Il est évident que ces mesures sont nécessaires. Je dirais même plus, elles auraient dû être appliquées depuis longtemps déjà. Mais peut-être fallait-il en arriver là pour convaincre le Parlement grec de les adopter.
Hélas, en Grèce, les émeutes violentes sont devenues un moyen acceptable d'exprimer son opinion politique. Par ailleurs, le cruel esprit partisan qui caractérise la politique nationale pousse chaque gouvernement à défaire l'œuvre de son prédécesseur. Dans ce contexte politique, comment un gouvernement peut-il aisément repousser l'âge de la retraite de quatre ans ou éliminer les bonus de Noël des fonctionnaires?

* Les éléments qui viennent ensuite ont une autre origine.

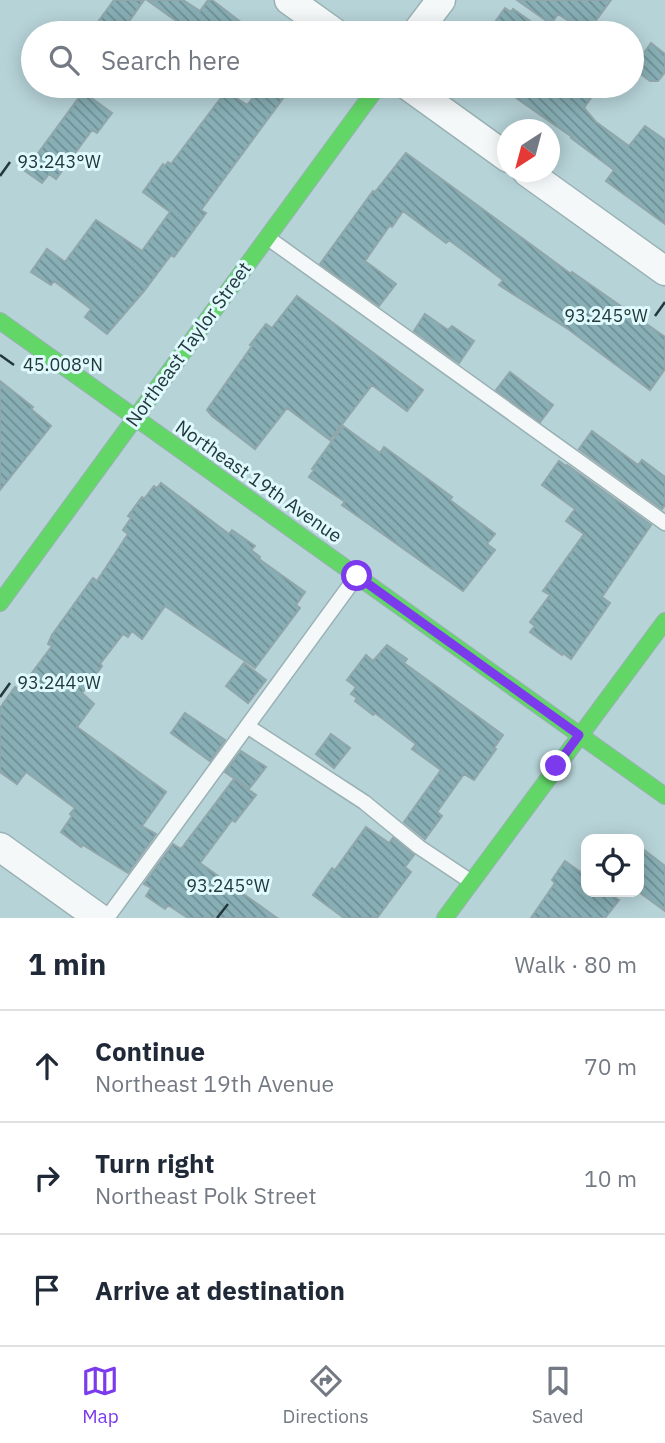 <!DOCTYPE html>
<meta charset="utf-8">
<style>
:root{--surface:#fff;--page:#f2f2f3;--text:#1f2937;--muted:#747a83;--line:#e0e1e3;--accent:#7c3aed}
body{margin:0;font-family:"IBM Plex Sans",sans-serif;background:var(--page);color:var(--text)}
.controls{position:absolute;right:21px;bottom:21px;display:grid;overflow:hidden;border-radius:14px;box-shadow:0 4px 18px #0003}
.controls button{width:63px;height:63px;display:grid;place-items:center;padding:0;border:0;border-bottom:2px solid var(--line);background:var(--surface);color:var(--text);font:35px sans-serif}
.compass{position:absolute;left:497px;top:119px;width:63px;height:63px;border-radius:50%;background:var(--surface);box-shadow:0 4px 18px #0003;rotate:216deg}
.stop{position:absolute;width:21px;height:21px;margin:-16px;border:5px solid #7c3aed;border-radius:50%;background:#fff}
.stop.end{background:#7c3aed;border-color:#fff;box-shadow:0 2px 7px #0008}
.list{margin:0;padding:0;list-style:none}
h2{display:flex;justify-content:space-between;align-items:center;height:91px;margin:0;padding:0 28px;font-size:30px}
h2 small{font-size:23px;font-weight:400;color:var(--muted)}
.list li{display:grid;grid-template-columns:46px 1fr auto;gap:21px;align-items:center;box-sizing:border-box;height:112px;padding:0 28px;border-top:2px solid var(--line)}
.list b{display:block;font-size:26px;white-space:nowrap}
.list p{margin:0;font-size:23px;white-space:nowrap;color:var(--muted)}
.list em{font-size:23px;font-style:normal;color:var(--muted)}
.icon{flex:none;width:38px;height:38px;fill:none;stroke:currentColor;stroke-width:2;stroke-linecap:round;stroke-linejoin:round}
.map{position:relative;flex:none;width:665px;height:918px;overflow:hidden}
.search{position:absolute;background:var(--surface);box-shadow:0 4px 18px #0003;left:21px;right:21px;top:21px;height:77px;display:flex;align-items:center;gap:18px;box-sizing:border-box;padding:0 24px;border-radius:38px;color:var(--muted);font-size:26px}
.sheet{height:427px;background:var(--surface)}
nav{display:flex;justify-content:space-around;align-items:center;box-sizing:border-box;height:98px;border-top:2px solid var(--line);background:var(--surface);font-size:19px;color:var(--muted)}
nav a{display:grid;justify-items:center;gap:4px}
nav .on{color:var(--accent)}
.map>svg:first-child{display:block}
.building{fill:url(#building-back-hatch);stroke:#90a6aa;stroke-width:2}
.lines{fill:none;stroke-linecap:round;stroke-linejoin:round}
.lane-casing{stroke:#9ab1b4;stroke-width:17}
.street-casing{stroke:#9ab1b4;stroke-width:31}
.fast-casing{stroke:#9ab1b4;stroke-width:18}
.lane{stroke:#f4f8f9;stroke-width:14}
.street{stroke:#f4f8f9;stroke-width:28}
.fast{stroke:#63d668;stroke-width:16}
.route{stroke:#7c3aed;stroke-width:9}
.ticks{fill:none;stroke:#23383b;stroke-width:2.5}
.labels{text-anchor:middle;stroke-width:6;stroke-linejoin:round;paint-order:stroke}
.street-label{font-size:19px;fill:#23383b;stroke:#dff9fd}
.ticks-label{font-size:18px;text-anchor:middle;fill:#23383b;stroke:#dff9fd;stroke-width:6;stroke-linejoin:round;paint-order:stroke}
</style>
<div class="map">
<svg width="665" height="918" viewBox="0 0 665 918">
<defs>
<pattern id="building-back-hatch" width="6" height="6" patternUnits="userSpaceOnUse" patternTransform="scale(1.75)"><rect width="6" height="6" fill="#87afb5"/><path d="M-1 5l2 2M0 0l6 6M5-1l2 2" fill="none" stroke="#6e8f94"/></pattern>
</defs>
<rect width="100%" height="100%" fill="#b6d3d8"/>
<path class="building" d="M 114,0 L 144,0 L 121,33 L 90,33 Z
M 147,0 L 183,0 L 200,11 L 208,0 L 212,0 L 255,33 L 182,33 L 186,28 Z
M 517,0 L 611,0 L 587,33 L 558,14 L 551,24 Z
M 505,8 L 511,12 L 513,9 L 547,33 L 487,33 Z
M 651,43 L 665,54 L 665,72 L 658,81 L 650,81 L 633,68 Z
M 263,86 L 292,86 L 201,210 L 206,213 L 174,257 L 171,255 L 144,291 L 107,334 L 85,317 L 91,309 L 54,281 L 51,285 L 31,272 L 47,249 L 65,262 L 96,220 L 142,251 L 170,212 L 143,192 L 163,164 L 165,166 L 168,162 L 171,164 L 226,91 L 247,105 Z
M 499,86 L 599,86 L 584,108 L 596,122 L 629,146 L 645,126 L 665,140 L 665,224 L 606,181 L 614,170 L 571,138 L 572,137 Z
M 83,92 L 112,113 L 97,133 L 92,130 L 56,179 L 49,174 L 42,183 L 25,171 Z
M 406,153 L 571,274 L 572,272 L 665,337 L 665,369 L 650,390 L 568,329 L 499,285 L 503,280 L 449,240 L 446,243 L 403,211 L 392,227 L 390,225 L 365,261 L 396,284 L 379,306 L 320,264 L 373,191 L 375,192 Z
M 297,296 L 423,390 L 407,411 L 372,385 L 330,440 L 287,408 L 255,449 L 212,416 L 207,410 L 252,346 L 250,345 L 266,324 L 272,328 Z
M 425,314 L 448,330 L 452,326 L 474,341 L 459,363 L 414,331 Z
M 510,372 L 553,405 L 540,422 L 496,390 Z
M 0,381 L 33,407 L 31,409 L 51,426 L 0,490 Z
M 343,426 L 380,453 L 384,447 L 452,497 L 450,500 L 495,534 L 487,544 L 495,550 L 463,591 L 342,505 L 345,502 L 309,477 L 314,470 L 312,469 Z
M 592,431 L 638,465 L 642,460 L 665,477 L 665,505 L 662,509 L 579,449 Z
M 559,461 L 566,466 L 567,465 L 651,525 L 602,597 L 610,603 L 571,659 L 563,653 L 562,655 L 530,632 L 535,626 L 530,622 L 550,595 L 543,591 L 584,534 L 566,521 L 575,509 L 542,485 Z
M 161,483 L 229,534 L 232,530 L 255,546 L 251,550 L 260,557 L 259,559 L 305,592 L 296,605 L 300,608 L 255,668 L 165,606 L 142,639 L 132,631 L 128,637 L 123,634 L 100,664 L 102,666 L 82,693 L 94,704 L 77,727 L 166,792 L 142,826 L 156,834 L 128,873 L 83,845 L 81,847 L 61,832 L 72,816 L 70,814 L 75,808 L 26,772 L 17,784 L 0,772 L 0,708 L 15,687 L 19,690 L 52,646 L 48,644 L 52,635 L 93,578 L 97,581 L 128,534 L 123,530 L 131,518 L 128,516 L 142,497 L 144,499 L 154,486 L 157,488 Z
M 387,645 L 407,659 L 404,663 L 503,735 L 494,748 L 496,749 L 474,780 L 464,774 L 437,812 L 442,816 L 425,839 L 404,822 L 441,770 L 412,749 L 416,744 L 375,713 L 373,715 L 355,701 L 357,698 L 351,694 L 356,687 L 347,680 L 366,655 L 373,661 Z
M 244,663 L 266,680 L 248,703 L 226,686 Z
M 185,713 L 225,740 L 210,761 L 171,733 Z
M 331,734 L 350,748 L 334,768 L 316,754 Z
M 241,751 L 266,767 L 249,789 L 225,772 Z
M 234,779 L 256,795 L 235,822 L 232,820 L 200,863 L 277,918 L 188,918 L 168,905 L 165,909 L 146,896 L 151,888 L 144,884 L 173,844 L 181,849 Z
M 366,827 L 389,843 L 393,838 L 414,855 L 405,867 L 411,872 L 377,918 L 344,918 L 313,895 L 332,868 L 335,870 Z
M 639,846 L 665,866 L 665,911 L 639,892 Z
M 565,861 L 586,876 L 586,892 L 607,892 L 619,900 L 605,918 L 531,918 L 555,883 L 552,880 Z"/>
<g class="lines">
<defs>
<path id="lane" d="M 268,238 L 665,523
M 247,726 L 364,802 L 419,847 L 470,881
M 107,918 L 356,577"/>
<path id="street" d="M 289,0 L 335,33
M 416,33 L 441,0
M 408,86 L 508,158
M 527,172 L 665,271
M 0,847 L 99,918"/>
<path id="fast" d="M 0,321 L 665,796
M 0,603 L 378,86
M 445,918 L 665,621"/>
</defs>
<use href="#lane" class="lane-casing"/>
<use href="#street" class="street-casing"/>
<use href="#fast" class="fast-casing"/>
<use href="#lane" class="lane"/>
<use href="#street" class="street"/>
<use href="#fast" class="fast"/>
</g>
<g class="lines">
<path class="route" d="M 357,576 L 579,735 L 556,766"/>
</g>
<path class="ticks" d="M 0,176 L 10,162M 655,316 L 665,302M 0,355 L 14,365M 0,697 L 10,683M 217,918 L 228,904"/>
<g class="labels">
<g class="street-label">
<text transform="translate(188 344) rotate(-54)" y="7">Northeast Taylor Street</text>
<text transform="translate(259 481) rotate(35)" y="7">Northeast 19th Avenue</text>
</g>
</g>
<g class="ticks-label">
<text x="59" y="168">93.243°W</text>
<text x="606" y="322">93.245°W</text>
<text x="63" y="371">45.008°N</text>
<text x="59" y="689">93.244°W</text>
<text x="228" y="892">93.245°W</text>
</g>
</svg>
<div class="controls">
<button><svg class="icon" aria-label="locate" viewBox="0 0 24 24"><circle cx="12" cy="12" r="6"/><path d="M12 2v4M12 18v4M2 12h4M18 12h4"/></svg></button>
</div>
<svg class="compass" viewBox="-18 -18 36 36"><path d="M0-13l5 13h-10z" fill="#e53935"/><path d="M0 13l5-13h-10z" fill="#747a83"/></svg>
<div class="stop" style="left:357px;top:576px"></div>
<div class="stop end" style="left:556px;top:766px"></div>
<div class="search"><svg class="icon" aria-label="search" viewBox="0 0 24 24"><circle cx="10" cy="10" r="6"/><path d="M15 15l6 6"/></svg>Search here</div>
</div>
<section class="sheet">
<h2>1 min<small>Walk · 80 m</small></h2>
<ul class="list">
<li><svg class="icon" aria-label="ahead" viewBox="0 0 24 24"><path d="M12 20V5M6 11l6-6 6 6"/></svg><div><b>Continue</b><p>Northeast 19th Avenue</p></div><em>70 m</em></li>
<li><svg class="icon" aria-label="right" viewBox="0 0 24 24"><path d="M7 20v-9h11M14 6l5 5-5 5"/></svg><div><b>Turn right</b><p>Northeast Polk Street</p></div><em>10 m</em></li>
<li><svg class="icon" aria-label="arrive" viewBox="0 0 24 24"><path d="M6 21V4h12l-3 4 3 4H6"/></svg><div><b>Arrive at destination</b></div></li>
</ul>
</section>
<nav>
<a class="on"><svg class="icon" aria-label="map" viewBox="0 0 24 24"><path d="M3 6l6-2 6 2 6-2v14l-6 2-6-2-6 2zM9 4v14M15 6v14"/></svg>Map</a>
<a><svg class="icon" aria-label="directions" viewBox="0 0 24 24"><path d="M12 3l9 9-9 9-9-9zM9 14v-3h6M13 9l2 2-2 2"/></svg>Directions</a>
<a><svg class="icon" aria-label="saved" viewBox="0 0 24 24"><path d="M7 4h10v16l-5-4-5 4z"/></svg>Saved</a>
</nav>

364 ou 16.974 piscines à Athènes?
Dans cette décision, il y a pourtant quelque chose de nouveau. L'Union européenne a toujours exigé de ses Etats membres qu'ils lui cèdent une part de leur souveraineté. Aujourd'hui, la Grèce n'en a plus beaucoup. Il est vrai que les accords du FMI imposent également certaines conditions, mais le langage utilisé n'est pas tout à fait le même: le pays endetté sollicite de l'aide, le FMI répond à cet appel. Tandis que l'UE, elle, décide de ce que «devra» faire la Grèce. Qui eût cru que l'UE avait tant de pouvoir sur ses Etats membres? Certainement pas les Grecs.
Quelles que soient les promesses faites par Athènes, le respect de ce calendrier juridique plus que chargé ne sera guère chose aisée. Dans l'histoire moderne, la Grèce a été occupée par des forces étrangères : l'Empire ottoman, l'Allemagne nazie. Certains Grecs appellent déjà leurs compatriotes à résister aux nouvelles forces d'occupation de l'UE et du FMI. Il se peut que cette résistance prenne des formes plus subtiles que les émeutes qu'a connu le pays. Après tout, à Athènes, 364 personnes ont déclaré au fisc la possession d'une piscine (les photos satellite indiquent pourtant qu'il en existe 16.974). Si une taxe ou une réforme juridique est perçue comme étant imposée par une autorité étrangère, il se peut que les Grecs ne la respectent pas.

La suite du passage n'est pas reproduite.